Other active features like parking assist, adaptive cruise control, and active lane control are extra on higher trims, but at least the basics are standard now. Cooper S models also get LED headlights and fog lights as standard but given their “Marginal” score from the IIHS, we’re not sure they make much of a difference over the base halogens.
2020 MINI Countryman
The 2020 Mini Countryman gets very expensive very fast, and the model you want is at least $35,000.

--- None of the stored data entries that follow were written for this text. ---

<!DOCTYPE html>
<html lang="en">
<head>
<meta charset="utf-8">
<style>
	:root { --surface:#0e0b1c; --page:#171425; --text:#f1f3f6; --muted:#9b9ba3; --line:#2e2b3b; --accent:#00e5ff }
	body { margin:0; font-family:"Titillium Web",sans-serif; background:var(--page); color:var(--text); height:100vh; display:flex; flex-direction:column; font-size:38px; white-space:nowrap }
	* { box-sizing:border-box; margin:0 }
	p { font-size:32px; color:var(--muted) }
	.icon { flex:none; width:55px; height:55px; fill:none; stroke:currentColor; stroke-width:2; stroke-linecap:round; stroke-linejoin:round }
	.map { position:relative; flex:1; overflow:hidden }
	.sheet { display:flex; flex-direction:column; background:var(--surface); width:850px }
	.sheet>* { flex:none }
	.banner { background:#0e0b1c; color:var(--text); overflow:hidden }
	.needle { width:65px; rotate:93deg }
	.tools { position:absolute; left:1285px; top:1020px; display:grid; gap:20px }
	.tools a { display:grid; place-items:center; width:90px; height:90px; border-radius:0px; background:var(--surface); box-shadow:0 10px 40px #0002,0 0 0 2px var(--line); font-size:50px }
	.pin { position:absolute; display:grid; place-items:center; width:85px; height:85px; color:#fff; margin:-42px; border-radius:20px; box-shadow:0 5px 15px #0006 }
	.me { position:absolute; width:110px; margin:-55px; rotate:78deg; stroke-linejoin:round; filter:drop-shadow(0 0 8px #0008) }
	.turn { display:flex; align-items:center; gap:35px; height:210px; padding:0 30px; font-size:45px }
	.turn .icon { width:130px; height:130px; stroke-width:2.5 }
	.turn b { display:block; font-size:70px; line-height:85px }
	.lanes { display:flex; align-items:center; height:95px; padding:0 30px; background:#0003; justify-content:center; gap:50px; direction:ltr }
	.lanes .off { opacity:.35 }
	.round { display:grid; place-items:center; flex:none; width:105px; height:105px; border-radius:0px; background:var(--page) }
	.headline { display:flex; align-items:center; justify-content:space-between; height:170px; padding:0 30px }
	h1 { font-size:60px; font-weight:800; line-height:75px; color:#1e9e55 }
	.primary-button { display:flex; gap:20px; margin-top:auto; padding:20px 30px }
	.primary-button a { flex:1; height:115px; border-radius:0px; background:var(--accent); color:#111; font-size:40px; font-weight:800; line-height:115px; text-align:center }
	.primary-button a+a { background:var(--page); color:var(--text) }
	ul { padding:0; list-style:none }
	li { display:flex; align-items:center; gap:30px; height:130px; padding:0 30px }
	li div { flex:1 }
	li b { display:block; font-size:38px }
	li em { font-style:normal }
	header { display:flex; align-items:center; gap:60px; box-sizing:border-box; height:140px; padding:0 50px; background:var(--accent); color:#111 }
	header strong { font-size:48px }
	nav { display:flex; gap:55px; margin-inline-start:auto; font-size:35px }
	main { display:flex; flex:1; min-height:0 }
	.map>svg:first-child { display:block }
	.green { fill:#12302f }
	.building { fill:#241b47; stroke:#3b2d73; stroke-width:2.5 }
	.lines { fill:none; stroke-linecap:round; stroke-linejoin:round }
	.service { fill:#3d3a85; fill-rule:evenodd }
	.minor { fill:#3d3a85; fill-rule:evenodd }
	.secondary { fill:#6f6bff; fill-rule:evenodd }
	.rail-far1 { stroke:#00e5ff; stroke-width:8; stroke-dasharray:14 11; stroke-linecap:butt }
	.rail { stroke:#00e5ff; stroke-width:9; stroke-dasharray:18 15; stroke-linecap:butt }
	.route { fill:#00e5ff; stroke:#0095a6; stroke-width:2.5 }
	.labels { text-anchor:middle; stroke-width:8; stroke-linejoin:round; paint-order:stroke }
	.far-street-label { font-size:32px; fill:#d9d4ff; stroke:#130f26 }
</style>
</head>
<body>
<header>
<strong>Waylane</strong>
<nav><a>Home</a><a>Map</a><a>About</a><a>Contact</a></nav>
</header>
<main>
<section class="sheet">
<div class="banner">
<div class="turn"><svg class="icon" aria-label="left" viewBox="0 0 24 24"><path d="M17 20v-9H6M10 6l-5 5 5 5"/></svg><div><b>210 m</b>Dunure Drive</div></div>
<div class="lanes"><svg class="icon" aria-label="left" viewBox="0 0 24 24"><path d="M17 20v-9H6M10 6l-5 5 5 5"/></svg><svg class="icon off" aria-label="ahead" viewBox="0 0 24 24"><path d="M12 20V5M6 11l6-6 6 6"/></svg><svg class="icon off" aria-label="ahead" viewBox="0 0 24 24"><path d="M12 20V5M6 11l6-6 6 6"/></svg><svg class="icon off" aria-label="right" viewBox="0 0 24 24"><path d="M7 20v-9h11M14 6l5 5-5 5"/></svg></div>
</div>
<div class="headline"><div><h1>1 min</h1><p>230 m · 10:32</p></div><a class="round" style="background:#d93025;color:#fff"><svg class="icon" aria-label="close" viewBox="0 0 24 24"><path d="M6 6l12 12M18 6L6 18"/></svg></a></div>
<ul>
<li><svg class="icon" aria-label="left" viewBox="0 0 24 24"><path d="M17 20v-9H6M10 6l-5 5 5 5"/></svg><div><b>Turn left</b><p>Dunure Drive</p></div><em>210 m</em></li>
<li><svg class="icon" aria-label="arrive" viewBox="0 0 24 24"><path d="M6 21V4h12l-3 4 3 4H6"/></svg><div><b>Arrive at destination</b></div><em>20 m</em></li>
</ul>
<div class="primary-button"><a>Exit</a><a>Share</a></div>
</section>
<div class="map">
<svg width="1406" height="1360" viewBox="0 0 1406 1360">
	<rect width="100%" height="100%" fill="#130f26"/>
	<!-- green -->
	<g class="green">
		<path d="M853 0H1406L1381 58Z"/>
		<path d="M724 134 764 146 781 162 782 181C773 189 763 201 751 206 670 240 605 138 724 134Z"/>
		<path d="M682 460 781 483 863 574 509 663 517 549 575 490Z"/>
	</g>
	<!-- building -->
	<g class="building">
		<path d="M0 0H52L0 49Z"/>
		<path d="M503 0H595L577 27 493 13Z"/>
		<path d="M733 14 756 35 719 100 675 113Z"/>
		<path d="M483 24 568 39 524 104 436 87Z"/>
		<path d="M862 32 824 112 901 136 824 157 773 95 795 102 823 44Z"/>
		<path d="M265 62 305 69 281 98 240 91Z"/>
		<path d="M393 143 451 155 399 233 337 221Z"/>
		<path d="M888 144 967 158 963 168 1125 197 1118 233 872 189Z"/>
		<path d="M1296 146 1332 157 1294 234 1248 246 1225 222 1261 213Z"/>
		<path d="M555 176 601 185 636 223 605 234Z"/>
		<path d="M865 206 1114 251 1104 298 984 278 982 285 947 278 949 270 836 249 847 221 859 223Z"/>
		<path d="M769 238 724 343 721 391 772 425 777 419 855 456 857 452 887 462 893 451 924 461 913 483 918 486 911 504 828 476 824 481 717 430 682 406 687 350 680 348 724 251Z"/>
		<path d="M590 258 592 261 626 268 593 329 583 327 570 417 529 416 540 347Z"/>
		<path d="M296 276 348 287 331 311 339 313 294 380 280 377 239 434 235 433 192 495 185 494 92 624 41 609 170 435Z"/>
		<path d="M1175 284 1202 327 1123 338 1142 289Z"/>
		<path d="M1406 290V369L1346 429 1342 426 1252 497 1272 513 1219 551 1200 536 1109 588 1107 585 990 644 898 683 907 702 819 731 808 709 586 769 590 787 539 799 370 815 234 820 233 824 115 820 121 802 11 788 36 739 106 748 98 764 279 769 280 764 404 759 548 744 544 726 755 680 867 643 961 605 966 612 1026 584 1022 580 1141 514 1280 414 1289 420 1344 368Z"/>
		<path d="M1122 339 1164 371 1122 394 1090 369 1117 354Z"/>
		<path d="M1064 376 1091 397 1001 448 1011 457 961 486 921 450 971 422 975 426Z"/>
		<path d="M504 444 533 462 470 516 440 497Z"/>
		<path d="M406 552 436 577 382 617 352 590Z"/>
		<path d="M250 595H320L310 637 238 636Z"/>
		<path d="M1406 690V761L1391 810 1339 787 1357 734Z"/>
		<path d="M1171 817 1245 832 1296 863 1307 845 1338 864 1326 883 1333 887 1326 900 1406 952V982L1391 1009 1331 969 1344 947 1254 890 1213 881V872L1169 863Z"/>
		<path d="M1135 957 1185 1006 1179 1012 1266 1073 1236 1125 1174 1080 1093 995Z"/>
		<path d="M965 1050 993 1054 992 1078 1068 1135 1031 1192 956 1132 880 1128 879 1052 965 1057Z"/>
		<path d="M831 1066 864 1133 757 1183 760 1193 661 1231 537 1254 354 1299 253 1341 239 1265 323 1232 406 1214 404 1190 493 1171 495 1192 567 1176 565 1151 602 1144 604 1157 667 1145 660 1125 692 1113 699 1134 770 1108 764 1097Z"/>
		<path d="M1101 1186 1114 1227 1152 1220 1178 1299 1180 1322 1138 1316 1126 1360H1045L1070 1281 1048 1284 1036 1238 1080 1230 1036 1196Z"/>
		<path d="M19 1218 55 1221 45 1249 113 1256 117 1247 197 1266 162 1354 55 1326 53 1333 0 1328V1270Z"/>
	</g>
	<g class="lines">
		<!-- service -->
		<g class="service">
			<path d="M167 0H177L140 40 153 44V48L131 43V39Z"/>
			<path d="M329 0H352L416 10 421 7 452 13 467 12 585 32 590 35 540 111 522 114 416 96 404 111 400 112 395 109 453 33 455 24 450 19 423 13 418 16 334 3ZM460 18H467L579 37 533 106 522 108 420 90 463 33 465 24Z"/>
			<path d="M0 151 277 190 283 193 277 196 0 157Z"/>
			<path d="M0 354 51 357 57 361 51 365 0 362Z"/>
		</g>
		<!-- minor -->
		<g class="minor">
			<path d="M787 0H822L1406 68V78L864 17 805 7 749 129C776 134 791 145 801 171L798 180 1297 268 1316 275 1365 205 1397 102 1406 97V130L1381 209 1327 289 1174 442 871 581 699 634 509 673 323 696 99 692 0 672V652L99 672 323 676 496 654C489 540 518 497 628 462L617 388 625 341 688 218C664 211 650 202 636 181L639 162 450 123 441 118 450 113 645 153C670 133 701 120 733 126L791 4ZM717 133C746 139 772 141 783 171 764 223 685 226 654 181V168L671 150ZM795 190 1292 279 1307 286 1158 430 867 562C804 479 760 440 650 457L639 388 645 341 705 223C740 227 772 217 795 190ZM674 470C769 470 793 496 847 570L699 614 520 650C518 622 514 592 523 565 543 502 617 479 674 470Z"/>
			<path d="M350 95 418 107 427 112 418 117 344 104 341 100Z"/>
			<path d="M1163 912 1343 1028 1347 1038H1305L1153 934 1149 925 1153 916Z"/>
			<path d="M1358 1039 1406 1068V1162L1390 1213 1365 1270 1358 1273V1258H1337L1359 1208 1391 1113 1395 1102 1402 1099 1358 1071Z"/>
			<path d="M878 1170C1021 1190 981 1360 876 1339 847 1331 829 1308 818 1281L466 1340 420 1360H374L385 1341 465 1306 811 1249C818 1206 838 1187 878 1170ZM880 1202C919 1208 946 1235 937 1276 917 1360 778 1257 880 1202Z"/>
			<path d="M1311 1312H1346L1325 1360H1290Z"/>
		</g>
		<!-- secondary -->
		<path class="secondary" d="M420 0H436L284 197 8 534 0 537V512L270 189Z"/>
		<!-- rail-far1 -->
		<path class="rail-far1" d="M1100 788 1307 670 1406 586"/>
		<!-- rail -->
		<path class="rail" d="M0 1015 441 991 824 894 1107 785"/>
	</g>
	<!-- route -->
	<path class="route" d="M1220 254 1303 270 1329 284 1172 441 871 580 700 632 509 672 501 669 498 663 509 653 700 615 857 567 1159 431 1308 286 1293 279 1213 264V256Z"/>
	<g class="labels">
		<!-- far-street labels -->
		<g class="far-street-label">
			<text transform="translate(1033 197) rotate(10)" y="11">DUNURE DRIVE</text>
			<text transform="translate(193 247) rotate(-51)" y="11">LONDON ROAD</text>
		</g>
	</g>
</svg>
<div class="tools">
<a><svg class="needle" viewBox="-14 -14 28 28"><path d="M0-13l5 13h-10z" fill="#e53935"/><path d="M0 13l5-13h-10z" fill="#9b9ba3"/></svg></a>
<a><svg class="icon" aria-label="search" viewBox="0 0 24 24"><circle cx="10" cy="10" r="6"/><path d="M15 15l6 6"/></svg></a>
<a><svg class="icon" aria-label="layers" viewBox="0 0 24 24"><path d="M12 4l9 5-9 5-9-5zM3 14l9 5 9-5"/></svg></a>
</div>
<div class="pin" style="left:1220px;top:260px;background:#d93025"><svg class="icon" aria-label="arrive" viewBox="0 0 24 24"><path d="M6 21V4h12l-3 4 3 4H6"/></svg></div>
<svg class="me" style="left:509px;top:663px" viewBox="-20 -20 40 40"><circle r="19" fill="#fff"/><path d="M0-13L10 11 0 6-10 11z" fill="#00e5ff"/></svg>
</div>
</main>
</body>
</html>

The 2020 Mini Countryman is a luxury subcompact crossover SUV in everything but its badge and has a price to prove it. We give it 7 out of 10 for the wide variety of options
In base Classic trim, the Countryman gets a 6.5-inch touchscreen infotainment system with Bluetooth, a dual-panel sunroof, synthetic leather upholstery, and a few more options for nearly $28,000. Any color other than gray costs $500 or more though, and only four colors are available on this trim. The 2020 version includes a 7-speed automatic transmission, heated seats, automatic climate control, automatic emergency braking, and LED headlights and fog lights, but only on the Cooper S model.
The Signature trim adds 18-inch wheels, parking sensors, and more paint options, as well as the choice for a bigger 8.8-inch touchscreen with Apple CarPlay, heated leather seats, and a convenience package among other packages available.
The top-tier Iconic trim includes more color and 19-inch wheel options as well as nearly every option in the book including Harman Kardon sound, a head-up display, and more, but costs a full $8,000 more than the base Classic.
At the top end, the John Cooper Works model gets a boost of over 70 horsepower for 2020 and comes with all-wheel drive as standard. It also includes performance suspension and 18-inch JCW wheels, as well as sport seats, but at over $42,000 to start and more than $50,000 fully loaded, its value is extremely questionable. At least it has 301 horsepower this year.
If you view the Countryman as a much more fun BMW X1, it starts to make a lot more sense. We wonder how many people see it this way, however.
2020 MINI Countryman
The 2020 Mini Countryman is only middle-of-the-road in terms of efficiency, even its plug-in hybrid model.
The 2020 Mini Countryman gets average fuel economy, even with its pricey plug-in hybrid model. We give it a 4 out of 10 here as such.
While the plug-in Countryman does feature a larger battery this year, it still manages only 16 miles of all-electric range on a full charge and gets only 27 mpg combined when that battery is depleted.
The base Countryman with its turbo-3 fares well, managing 26 mpg city, 33 highway, 29 combined, but with its low power output and need for premium fuel, its value proposition is negated. Adding all-wheel drive to this powertrain drops figures to 24/33/27 mpg.
The Cooper S engine doesn’t represent much of a penalty, and adds over 50 more horsepower for mileage figures of 24/33/28 mpg.